In the webcomic Ozy and Millie, there is a game called House Rules Parcheesi, a game that seems to have rules, but they are so complicated, and branch into so many other games, it is impossible to play it. It is similar to other fictional games with complex rules or a lack of rules such as Calvinball, Mornington Crescent and Guyball.

In "The Texas Skillsaw Massacre" episode of King of the Hill Hank says, "Take it easy Parcheesi" referring to his anger management teacher and one of his many rhyming methods of relaxation.

It is also memorably mentioned in the film Ghostbusters, when Rick Moranis' character, Louis Tully, asks his party guests "So, does anybody wanna play Parcheesi?", before a Terror Dog bursts out of his closet.

Parcheesi is the favorite game of fictional private detective Tex Murphy, the star of Access Software's series of live-action computer games. It's most prominently featured in 1998's Tex Murphy: Overseer.

A variation of Parcheesi is mentioned in La Palabra, the 19th episode of Season 6 of The West Wing. Josh Lyman says that Helen Santos thinks he is playing "Presidential Primary Parcheesi" with her children's college funds.

It's mentioned in Sex and the City ("The Domino Effect") as well, by Carrie when playing dominoes with Big. She says that Dominoes are his generation's game, whilst hers is Parcheesi.

In the fourth season Seinfeld episode The Pitch, Newman claims in court that he had been playing Parcheesi with a blind man, as part of a scheme to escape payment of a speeding ticket.

In Elling, directed by Peter Næss, the eponymous Elling and his room-mate Kjell Bjarne spend a good deal of their time playing Parcheesi.

In The Curious Savage, Florence shouts "Stop! Parcheesi, The Royal Game of India!" to distract someone.

In the play On Golden Pond by Ernest Thompson, the main character, Norman, twice asks his wife, Ethel, if she would care for a game of Parcheesi.

In the Ben Stiller 2007 comedy Heartbreak Kid, Miranda is told that her family are going to be playing Parcheesi when she is speaking with Eddie.

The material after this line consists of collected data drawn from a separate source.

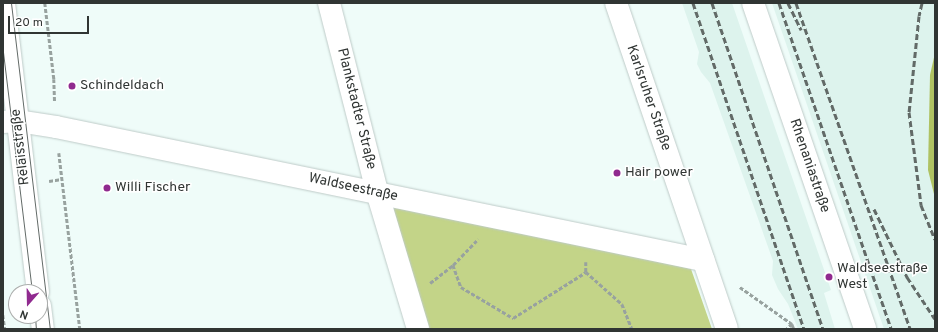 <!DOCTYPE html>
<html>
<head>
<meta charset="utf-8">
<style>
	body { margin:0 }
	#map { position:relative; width:938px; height:332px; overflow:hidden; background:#effcf9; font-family:Overpass,sans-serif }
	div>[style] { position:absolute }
	.built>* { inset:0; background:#ddf3ed }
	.green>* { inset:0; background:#c3d488 }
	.forest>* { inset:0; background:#afc262 }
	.path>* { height:2.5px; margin-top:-1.25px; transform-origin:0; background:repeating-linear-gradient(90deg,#98a29f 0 4px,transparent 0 6px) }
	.roads { filter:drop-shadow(0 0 1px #becbc8) drop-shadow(0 0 1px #becbc8) }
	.minor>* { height:22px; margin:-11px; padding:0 11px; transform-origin:11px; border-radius:11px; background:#fff }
	.tertiary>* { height:22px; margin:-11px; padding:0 11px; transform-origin:11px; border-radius:11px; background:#fff }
	.secondary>* { height:22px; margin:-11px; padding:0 11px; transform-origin:11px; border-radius:11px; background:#fff }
	.tram>* { height:1px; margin:-0.5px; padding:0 0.5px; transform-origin:0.5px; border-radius:0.5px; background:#626a67 }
	.rail>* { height:3px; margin-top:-1.5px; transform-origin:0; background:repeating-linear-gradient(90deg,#626a67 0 6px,transparent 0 9px) }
	.dots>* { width:11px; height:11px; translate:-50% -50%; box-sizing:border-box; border:2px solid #fff; border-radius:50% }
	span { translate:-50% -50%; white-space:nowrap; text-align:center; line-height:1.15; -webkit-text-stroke:3px #fff; paint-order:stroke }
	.poi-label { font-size:14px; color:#303533 }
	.left { translate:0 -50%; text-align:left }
	.street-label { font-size:14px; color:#303533 }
	.frame { position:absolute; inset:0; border:4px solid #303533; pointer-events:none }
	.north { position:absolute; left:8px; top:284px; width:40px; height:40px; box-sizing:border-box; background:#fff; border:1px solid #acaead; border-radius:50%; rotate:200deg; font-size:11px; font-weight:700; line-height:16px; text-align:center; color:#303533 }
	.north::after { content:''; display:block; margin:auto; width:14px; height:18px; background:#902a8f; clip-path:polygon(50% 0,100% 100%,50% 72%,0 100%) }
	.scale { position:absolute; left:8px; top:16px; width:81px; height:18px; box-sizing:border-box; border:2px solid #303533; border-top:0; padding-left:5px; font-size:12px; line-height:14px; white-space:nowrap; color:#303533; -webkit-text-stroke:3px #fff; paint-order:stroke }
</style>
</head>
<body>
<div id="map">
	<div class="built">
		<i style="clip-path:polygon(682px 3px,732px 3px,831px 290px,824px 293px,835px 329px,798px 329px,788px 304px,778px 289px,772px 275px,773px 261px,710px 83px,701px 72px,697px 64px,699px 52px)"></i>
		<i style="clip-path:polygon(772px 3px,935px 3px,935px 329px,884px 329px)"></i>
	</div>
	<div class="green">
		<i style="clip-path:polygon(377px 192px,691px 269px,712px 329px,420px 329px)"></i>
	</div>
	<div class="forest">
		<i style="clip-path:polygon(935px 53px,935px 198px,928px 170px,930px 75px)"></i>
	</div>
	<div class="path">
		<i style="left:45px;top:3px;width:77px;rotate:83.2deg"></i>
		<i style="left:54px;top:79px;width:23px;rotate:88deg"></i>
		<i style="left:59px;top:153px;width:177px;rotate:83.2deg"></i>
		<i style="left:49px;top:181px;width:13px;rotate:-9deg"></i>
		<i style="left:586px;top:262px;width:10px;rotate:90deg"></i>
		<i style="left:586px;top:272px;width:48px;rotate:41.6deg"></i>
		<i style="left:622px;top:304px;width:27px;rotate:68deg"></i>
		<i style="left:453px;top:265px;width:23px;rotate:70deg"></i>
		<i style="left:461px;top:287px;width:61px;rotate:30.8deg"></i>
		<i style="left:513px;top:318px;width:86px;rotate:-32.2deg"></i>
		<i style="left:430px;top:283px;width:29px;rotate:-38deg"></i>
		<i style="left:453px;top:265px;width:36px;rotate:-46deg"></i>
		<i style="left:740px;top:287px;width:64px;rotate:35.4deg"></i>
		<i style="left:792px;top:324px;width:7px;rotate:135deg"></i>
		<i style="left:3px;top:315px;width:14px;rotate:82deg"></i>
		<i style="left:792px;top:324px;width:5px;rotate:68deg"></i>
	</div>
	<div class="roads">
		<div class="minor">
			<i style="left:329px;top:3px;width:195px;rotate:75.7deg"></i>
			<i style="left:377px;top:192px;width:143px;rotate:73.3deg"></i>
			<i style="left:616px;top:3px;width:344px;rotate:71.2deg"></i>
			<i style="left:3px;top:122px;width:15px;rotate:-4deg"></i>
			<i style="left:18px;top:121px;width:38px;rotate:9deg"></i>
			<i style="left:56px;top:127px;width:661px;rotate:11.62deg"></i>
		</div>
		<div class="tertiary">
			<i style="left:753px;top:3px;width:345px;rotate:71deg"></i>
		</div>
		<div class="secondary">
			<i style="left:4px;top:3px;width:291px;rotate:83.3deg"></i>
			<i style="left:40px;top:306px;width:23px;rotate:83deg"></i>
		</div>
	</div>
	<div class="tram">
		<i style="left:11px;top:3px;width:328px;rotate:83.2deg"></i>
		<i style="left:3px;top:52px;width:242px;rotate:83.1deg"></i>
		<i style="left:35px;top:316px;width:13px;rotate:86deg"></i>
	</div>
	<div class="rail">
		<i style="left:693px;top:3px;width:344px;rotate:71.2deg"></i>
		<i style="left:712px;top:3px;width:344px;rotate:71.2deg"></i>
		<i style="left:779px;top:3px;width:345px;rotate:71deg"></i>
		<i style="left:788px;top:3px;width:30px;rotate:64deg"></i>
		<i style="left:796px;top:3px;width:345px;rotate:70.7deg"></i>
		<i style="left:922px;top:3px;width:13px;rotate:103deg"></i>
		<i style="left:919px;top:16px;width:97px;rotate:95.9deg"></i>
		<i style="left:909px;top:112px;width:94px;rotate:82.6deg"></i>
		<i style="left:921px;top:205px;width:37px;rotate:68deg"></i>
		<i style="left:874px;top:209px;width:76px;rotate:64.1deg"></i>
		<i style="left:907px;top:277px;width:50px;rotate:56.3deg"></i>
	</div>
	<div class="dots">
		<i style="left:72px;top:86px;background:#902a8f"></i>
		<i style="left:617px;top:173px;background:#902a8f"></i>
		<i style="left:107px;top:188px;background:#902a8f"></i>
		<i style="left:829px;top:277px;background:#902a8f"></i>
	</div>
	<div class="poi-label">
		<span class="left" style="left:80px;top:86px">Schindeldach</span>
		<span class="left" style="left:625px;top:173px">Hair power</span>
		<span class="left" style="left:115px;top:188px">Willi Fischer</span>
		<span class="left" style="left:837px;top:277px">Waldseestraße<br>West</span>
	</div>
	<div class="street-label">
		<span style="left:648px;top:98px;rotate:71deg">Karlsruher Straße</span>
		<span style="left:356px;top:109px;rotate:76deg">Plankstadter Straße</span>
		<span style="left:21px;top:147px;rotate:-97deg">Relaisstraße</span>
		<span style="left:809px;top:166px;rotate:71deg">Rhenaniastraße</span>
		<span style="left:353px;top:188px;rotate:12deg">Waldseestraße</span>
	</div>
	<div class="frame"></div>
	<div class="north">N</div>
	<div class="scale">20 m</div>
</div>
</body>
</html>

In the "Meg Cabot" book All American Girl: Ready or Not the main character Sam thinks her boyfriend is referring to sex when he invites her to play Parcheesi.

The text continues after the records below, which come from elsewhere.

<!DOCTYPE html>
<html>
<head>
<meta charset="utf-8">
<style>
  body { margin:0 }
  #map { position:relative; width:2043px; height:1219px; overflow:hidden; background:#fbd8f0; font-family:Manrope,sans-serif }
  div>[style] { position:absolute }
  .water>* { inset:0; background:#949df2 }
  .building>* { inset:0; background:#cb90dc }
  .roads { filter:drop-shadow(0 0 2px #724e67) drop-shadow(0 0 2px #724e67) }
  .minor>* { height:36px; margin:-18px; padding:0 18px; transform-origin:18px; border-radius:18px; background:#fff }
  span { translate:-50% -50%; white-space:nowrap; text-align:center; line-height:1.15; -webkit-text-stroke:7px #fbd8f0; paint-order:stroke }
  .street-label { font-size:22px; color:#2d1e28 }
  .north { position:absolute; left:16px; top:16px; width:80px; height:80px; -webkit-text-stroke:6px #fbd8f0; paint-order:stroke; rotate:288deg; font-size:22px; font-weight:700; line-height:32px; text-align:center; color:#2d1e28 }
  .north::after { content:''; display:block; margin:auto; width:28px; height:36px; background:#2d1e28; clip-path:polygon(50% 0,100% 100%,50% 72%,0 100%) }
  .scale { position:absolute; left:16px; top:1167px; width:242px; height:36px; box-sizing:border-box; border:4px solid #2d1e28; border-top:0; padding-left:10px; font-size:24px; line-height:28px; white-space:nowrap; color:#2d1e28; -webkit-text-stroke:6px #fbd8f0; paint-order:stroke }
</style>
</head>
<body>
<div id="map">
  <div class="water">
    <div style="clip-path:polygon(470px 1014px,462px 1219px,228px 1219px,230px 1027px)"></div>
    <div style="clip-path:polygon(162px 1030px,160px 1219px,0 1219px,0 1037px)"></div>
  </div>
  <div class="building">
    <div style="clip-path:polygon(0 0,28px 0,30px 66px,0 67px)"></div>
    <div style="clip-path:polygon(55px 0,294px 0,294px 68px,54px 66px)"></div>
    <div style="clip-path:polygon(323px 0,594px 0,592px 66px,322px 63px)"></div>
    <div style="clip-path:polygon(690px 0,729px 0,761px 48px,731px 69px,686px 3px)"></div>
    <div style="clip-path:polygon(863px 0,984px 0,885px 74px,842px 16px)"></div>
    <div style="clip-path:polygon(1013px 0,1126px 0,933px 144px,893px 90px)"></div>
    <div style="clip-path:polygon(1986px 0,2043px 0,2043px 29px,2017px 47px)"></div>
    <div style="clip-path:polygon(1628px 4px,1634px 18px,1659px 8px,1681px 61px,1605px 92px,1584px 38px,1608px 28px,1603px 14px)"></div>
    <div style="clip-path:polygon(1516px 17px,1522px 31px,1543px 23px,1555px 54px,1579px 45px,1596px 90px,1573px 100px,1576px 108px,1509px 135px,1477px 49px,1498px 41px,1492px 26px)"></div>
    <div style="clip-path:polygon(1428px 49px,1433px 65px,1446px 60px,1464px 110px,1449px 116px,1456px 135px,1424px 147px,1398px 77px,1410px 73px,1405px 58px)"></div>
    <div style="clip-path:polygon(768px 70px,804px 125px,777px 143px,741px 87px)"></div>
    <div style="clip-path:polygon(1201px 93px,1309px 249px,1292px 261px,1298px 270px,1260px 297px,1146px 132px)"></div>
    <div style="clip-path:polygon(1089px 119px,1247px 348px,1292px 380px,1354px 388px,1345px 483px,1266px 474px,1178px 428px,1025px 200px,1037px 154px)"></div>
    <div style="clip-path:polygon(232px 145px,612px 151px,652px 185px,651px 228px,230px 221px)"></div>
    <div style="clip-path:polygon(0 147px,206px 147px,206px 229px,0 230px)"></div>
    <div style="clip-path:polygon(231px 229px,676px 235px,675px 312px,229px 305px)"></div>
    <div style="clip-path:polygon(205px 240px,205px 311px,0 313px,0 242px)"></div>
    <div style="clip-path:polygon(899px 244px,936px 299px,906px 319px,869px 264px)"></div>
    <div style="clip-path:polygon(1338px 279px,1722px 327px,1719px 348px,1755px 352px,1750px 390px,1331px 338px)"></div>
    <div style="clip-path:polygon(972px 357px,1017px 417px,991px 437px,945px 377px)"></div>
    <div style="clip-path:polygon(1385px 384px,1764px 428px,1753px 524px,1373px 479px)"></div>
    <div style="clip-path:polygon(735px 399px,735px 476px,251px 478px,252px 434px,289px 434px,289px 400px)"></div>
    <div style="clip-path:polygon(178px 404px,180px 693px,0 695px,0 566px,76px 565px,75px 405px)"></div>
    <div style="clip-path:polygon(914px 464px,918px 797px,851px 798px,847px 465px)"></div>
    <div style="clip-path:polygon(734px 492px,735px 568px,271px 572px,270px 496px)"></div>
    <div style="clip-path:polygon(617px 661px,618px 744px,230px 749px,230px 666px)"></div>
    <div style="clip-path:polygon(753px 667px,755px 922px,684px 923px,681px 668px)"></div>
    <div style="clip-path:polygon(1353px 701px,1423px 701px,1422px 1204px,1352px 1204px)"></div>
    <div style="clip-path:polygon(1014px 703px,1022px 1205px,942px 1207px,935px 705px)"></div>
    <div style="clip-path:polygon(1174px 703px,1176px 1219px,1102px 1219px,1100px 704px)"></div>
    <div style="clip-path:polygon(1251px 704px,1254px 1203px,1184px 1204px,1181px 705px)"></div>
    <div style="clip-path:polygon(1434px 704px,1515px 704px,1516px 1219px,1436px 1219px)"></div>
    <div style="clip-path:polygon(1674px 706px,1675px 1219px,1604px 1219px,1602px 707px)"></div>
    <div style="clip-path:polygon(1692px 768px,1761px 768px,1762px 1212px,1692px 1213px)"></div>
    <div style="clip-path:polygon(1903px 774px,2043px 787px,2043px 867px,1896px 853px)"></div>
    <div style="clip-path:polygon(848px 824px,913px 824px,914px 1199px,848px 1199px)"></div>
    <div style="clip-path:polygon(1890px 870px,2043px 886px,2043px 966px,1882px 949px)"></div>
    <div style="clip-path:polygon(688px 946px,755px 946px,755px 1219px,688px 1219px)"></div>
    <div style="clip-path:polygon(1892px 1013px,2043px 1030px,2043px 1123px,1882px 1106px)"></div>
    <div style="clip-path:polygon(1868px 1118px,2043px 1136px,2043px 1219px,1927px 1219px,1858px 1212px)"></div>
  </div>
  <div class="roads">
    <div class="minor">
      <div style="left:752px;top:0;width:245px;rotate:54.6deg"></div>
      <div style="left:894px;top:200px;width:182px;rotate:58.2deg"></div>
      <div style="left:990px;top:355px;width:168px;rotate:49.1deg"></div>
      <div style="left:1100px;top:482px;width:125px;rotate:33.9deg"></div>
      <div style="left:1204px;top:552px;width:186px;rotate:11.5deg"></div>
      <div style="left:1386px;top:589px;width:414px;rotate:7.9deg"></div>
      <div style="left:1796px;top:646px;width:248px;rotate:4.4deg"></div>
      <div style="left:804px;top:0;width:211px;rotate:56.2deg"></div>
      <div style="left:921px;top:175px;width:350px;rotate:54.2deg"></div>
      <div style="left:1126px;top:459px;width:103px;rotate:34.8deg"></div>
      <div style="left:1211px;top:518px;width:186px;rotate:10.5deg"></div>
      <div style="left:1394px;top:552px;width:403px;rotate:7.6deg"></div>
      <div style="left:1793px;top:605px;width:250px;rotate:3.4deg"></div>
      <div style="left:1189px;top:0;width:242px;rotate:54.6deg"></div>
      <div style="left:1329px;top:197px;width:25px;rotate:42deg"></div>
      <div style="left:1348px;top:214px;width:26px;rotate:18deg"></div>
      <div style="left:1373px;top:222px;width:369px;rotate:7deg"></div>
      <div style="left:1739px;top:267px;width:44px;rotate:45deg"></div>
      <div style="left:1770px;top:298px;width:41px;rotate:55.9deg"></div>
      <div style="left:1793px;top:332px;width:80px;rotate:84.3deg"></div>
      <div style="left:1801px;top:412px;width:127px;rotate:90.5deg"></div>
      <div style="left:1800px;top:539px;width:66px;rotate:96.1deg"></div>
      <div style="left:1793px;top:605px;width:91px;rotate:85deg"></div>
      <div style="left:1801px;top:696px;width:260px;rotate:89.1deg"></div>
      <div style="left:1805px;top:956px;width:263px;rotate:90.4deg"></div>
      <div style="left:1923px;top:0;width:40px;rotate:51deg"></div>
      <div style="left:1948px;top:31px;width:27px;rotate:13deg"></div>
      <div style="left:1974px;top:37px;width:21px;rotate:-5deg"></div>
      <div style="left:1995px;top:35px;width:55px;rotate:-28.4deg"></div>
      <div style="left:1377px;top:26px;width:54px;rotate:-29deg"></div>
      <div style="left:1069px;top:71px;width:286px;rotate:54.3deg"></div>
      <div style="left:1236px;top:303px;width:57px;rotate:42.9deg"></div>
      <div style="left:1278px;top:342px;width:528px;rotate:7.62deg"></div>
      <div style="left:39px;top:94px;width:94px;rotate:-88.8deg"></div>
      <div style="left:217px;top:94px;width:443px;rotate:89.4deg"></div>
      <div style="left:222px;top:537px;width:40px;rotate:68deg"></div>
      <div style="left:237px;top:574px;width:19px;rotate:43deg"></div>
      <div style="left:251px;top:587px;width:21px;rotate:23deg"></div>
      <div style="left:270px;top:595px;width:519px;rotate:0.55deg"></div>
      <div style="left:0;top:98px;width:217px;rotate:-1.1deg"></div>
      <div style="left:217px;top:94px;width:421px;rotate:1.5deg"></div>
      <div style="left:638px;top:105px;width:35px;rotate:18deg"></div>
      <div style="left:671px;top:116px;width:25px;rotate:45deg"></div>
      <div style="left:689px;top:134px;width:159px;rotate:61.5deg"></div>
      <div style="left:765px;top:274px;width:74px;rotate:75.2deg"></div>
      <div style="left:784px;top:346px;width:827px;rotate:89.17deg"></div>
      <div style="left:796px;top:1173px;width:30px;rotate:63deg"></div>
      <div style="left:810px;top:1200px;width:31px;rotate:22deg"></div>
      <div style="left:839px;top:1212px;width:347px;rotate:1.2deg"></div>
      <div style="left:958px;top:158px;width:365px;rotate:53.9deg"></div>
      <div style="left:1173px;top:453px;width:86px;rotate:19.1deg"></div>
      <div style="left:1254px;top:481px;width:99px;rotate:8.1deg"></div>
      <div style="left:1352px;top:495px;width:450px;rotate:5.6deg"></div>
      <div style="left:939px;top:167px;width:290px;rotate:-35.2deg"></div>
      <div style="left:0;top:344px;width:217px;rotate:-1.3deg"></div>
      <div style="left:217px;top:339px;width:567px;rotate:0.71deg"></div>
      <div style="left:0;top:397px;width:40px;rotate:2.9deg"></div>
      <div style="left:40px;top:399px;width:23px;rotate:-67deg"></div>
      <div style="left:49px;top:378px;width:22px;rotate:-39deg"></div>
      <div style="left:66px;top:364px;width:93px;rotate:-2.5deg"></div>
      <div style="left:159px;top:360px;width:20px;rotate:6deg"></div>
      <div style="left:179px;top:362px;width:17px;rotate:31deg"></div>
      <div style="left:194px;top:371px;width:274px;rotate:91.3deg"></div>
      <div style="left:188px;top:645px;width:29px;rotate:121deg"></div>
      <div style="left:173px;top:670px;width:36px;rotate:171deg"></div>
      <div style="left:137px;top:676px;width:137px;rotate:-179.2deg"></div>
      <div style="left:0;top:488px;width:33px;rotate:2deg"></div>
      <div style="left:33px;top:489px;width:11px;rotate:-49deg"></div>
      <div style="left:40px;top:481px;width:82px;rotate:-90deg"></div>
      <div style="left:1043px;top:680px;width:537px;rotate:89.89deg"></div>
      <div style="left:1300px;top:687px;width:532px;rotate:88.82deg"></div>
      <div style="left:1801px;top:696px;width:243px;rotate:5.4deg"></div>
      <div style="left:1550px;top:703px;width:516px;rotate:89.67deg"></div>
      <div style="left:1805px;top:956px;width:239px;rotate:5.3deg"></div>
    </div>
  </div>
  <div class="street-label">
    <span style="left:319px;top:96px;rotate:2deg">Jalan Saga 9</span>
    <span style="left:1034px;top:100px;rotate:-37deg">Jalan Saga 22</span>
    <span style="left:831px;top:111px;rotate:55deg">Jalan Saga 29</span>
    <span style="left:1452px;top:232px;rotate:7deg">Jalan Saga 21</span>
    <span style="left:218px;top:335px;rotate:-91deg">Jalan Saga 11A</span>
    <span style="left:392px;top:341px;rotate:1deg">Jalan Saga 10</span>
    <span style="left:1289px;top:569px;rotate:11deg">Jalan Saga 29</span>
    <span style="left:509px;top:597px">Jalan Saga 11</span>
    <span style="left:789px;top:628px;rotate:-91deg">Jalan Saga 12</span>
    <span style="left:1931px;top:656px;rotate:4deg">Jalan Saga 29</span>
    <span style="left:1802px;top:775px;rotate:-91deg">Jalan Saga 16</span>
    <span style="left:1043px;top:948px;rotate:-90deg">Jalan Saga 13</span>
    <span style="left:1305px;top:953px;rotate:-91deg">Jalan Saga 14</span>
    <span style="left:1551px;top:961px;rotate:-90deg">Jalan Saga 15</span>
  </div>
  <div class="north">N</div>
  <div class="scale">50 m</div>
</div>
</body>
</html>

In SpongeBob SquarePants Squidward fantasizes playing Parcheesi on a cruise ship.

In the movie "Shrek 2", the donkey suggests that he, Shrek and Fiona play Parcheesi, and the game can be seen in the background.

In the 1964 film Paris - When It Sizzles, Richard tells Gabrielle that when there is a fade-out in a film, it does not necessarily cover a sex scene: it allows the audience to think that the characters for example play Parcheesi. The next scene shows Gabrielle and Richard on a bed playing Parcheesi.

In the Stephen King novel "Duma Key" the character Elizabeth Eastlake is playing Parcheesi with Jack Cantori at her house.